3. Amend, don’t win.

Song of Solomon 6:5–7 (NIV84) — 5 Turn your eyes from me; they overwhelm me. Your hair is like a flock of goats descending from Gilead. 6 Your teeth are like a flock of sheep coming up from the washing. Each has its twin, not one of them is alone. 7 Your temples behind your veil are like the halves of a pomegranate.

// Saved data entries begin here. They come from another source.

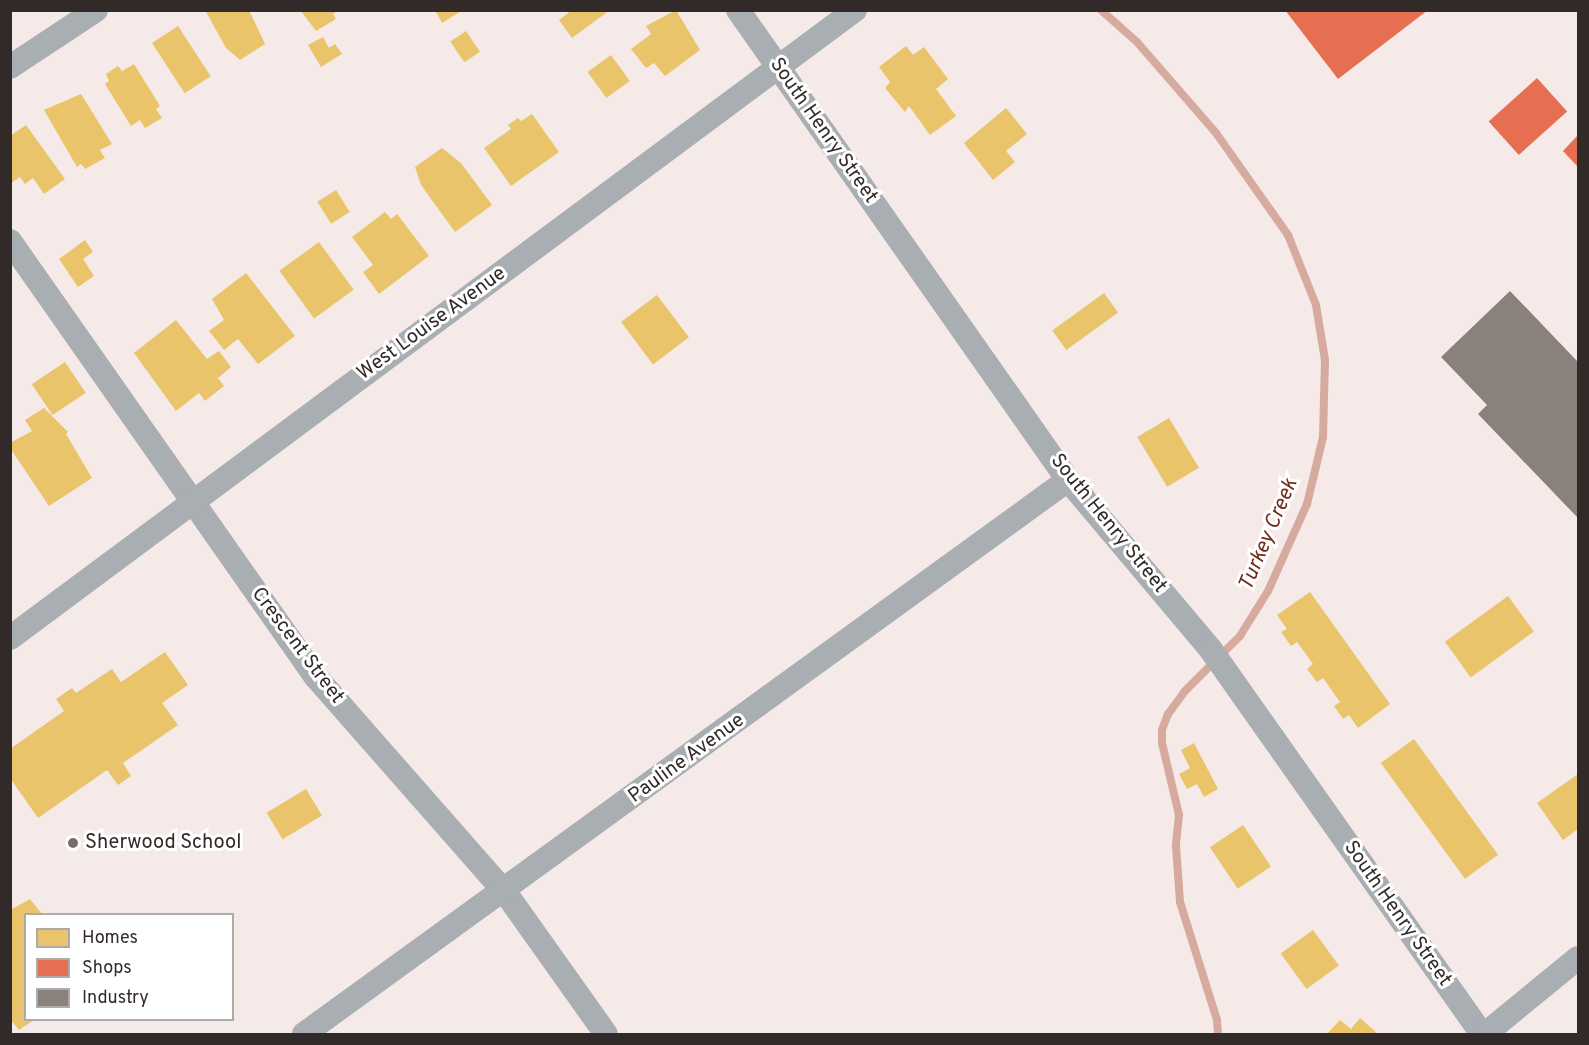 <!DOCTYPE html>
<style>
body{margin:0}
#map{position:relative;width:1589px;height:1045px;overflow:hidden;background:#f5eae7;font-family:Overpass,sans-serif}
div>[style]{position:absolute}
.homes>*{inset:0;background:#e9c46a;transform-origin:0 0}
.shops>*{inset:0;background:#e76f51;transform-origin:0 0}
.industry>*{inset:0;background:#8a817c}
.stream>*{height:8px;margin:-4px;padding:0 4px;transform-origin:4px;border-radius:4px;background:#d6aa9e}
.minor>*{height:24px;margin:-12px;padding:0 12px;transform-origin:12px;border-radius:12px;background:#a9aeb2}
.dots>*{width:16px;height:16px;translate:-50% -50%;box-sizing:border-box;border:3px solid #fff;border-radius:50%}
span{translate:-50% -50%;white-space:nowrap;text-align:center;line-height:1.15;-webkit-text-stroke:6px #fff;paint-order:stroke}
.street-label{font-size:20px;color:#322a28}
.poi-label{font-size:20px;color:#322a28}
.left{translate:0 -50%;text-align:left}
.water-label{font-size:21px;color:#732b1a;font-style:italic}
.frame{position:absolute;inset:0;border:12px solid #322a28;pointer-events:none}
.legend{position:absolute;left:24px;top:913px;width:210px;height:108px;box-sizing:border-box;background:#fff;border:2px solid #adaaa9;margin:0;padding:8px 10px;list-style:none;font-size:18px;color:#322a28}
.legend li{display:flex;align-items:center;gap:12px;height:30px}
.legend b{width:30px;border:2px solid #adaaa9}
</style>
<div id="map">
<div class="homes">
<div style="clip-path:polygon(205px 10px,249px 10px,265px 44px,240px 60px,226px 48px)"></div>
<div style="clip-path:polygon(300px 10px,339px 10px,333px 14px,336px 19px,316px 31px)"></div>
<div style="clip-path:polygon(435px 10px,463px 10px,442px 23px)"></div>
<div style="clip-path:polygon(572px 10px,610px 10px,572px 38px,559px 20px)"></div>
<div style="clip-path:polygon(676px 10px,700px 50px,665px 76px,654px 63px,646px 68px,631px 49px,651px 34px,646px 26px)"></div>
<div style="left:178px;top:26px;width:60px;height:31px;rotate:57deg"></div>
<div style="left:466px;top:31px;width:25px;height:19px;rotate:56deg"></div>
<div style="clip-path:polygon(323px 37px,329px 48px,335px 44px,342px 54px,321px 67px,308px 45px)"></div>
<div style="clip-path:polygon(906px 46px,913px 55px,924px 47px,948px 79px,936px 89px,956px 116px,930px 135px,909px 106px,905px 112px,885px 88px,890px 82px,879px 67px)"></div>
<div style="left:611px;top:55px;width:32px;height:29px;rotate:54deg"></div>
<div style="clip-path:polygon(134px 64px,160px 106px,156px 109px,162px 118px,145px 128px,140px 120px,131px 126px,105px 84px,109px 81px,106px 74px,118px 66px,122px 71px)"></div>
<div style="clip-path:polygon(81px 94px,112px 144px,100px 150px,105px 158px,85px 169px,81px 164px,77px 167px,44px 110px)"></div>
<div style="clip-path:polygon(1006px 108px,1027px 134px,1006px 151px,1015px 162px,993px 180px,964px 143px)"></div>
<div style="clip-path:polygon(532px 114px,559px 152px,511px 186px,484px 148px,511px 129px,508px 125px,518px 118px,521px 121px)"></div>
<div style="clip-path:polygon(26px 125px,65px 179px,44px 194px,33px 178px,25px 184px,20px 177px,10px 184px,10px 136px)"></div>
<div style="clip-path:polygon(442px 148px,461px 163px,492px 205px,455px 232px,421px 185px,415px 167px)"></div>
<div style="left:336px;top:190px;width:26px;height:22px;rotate:58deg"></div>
<div style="clip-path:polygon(385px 212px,391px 219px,397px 214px,429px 256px,379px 294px,363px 272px,373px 265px,352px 237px)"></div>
<div style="clip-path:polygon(85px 240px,93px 252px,83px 259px,94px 276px,78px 287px,59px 259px)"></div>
<div style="left:319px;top:242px;width:59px;height:49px;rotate:54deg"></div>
<div style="clip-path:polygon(246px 273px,295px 336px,258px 364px,238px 339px,224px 350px,209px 331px,224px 320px,212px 299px)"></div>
<div style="left:1104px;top:293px;width:24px;height:64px;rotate:54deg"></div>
<div style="left:657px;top:295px;width:53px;height:45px;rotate:53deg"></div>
<div style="clip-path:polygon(176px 320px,207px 359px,219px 351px,231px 367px,218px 378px,224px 386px,205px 401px,199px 393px,176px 411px,134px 353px)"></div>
<div style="left:65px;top:362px;width:37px;height:40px;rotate:56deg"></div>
<div style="clip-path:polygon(44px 408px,68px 432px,66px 434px,92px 478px,49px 506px,10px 448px,10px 443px,32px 431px,25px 420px)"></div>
<div style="left:1169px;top:418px;width:58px;height:37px;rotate:59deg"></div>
<div style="clip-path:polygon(1310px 592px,1390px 704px,1358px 728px,1349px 715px,1343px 719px,1334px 706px,1340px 702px,1323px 678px,1317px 682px,1307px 669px,1313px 664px,1297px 642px,1291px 646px,1281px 632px,1287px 629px,1277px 615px)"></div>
<div style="left:1508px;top:596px;width:44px;height:78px;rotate:54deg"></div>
<div style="clip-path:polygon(165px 652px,188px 685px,162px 703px,178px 725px,123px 763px,131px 776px,118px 785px,107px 770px,38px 818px,10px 778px,10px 749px,64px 711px,56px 699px,72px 688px,76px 693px,112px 669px,121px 682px)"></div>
<div style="left:1414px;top:739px;width:143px;height:41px;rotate:54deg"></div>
<div style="clip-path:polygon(1194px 743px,1218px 789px,1204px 797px,1197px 784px,1187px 789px,1179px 774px,1190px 768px,1181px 750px)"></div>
<div style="clip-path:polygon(1578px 774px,1578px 829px,1563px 840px,1537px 803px)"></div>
<div style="left:306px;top:789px;width:31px;height:46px;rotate:59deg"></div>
<div style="left:1243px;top:825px;width:50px;height:40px;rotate:56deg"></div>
<div style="clip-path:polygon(30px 899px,42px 914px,26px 914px,26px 1020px,34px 1020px,19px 1030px,10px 1019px,10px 910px)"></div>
<div style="left:1313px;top:930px;width:44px;height:40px;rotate:54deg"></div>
<div style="clip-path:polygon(1360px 1018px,1378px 1034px,1327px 1034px,1340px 1020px,1351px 1029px)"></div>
</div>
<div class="shops">
<div style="clip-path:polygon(1285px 10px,1428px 10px,1338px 79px)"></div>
<div style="left:1537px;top:78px;width:45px;height:65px;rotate:48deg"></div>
<div style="clip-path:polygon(1578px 135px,1578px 167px,1563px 151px)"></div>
</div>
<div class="industry">
<div style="clip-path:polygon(1510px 291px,1578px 362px,1578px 518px,1478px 414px,1487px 405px,1441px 357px)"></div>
</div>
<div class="stream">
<div style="left:1101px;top:10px;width:48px;rotate:41.6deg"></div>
<div style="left:1137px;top:42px;width:121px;rotate:49deg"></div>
<div style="left:1216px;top:133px;width:125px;rotate:54.8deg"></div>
<div style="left:1288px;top:235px;width:75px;rotate:68.2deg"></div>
<div style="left:1316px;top:305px;width:56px;rotate:80.7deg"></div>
<div style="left:1325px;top:360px;width:77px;rotate:91.5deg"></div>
<div style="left:1323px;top:437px;width:69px;rotate:103.4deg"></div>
<div style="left:1307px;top:504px;width:95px;rotate:114.1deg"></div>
<div style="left:1268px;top:591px;width:53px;rotate:121.9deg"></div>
<div style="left:1240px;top:636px;width:78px;rotate:135deg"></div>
<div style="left:1185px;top:691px;width:29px;rotate:126deg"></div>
<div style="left:1168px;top:714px;width:17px;rotate:111deg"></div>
<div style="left:1162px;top:730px;width:13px;rotate:90deg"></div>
<div style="left:1162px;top:743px;width:74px;rotate:76.7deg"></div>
<div style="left:1179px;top:815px;width:31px;rotate:96deg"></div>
<div style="left:1176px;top:846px;width:56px;rotate:85.9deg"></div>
<div style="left:1180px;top:902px;width:124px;rotate:72.6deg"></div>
<div style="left:1217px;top:1020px;width:14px;rotate:86deg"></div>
</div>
<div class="minor">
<div style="left:738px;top:10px;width:574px;rotate:54.93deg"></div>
<div style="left:1068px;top:480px;width:222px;rotate:49.9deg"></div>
<div style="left:1211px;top:650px;width:470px;rotate:54.8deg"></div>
<div style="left:10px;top:67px;width:103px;rotate:-33.5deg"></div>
<div style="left:10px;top:241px;width:531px;rotate:54.96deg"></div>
<div style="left:315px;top:676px;width:288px;rotate:48.7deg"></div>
<div style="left:505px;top:892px;width:174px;rotate:54.6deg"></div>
<div style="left:10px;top:638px;width:1053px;rotate:-36.62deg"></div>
<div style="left:304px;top:1034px;width:944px;rotate:-35.95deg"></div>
<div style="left:1485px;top:1034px;width:120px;rotate:-39.3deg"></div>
</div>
<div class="dots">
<div style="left:73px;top:843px;background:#766d6b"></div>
</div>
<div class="street-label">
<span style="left:823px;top:131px;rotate:55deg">South Henry Street</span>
<span style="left:432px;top:324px;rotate:-36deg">West Louise Avenue</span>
<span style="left:1108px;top:524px;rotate:51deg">South Henry Street</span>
<span style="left:297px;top:646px;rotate:53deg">Crescent Street</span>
<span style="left:687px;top:759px;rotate:-36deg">Pauline Avenue</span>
<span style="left:1397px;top:914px;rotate:55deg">South Henry Street</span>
</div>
<div class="poi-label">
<span class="left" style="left:85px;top:843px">Sherwood School</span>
</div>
<div class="water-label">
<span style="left:1269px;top:535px;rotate:-67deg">Turkey Creek</span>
</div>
<div class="frame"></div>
<ul class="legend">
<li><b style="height:16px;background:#e9c46a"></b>Homes</li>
<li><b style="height:16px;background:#e76f51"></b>Shops</li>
<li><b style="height:16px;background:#8a817c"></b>Industry</li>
</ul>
</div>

  • The biggest losses happen when someone wins.
  • Solomon had a heart to see resolution.
  • He was easily won over.

Be closer, not farther.

Song of Solomon 6:11–13 (NLT) — 11 I went down to the grove of walnut trees and out to the valley to see the new spring growth, to see whether the grapevines had budded or the pomegranates were in bloom. 12 Before I realized it, my strong desires had taken me to the chariot of a noble man. 13 Return, return to us, O maid of Shulam. Come back, come back, that we may see you again. Why do you stare at this young woman of Shulam, as she moves so gracefully between two lines of dancers?

Nothing can end a conflict quicker than these two things:

  • A repentant heart on the part of the person who has wronged the other.
  • A heart overflowing with unconditional love and forgiveness on the part of the person who has been wronged.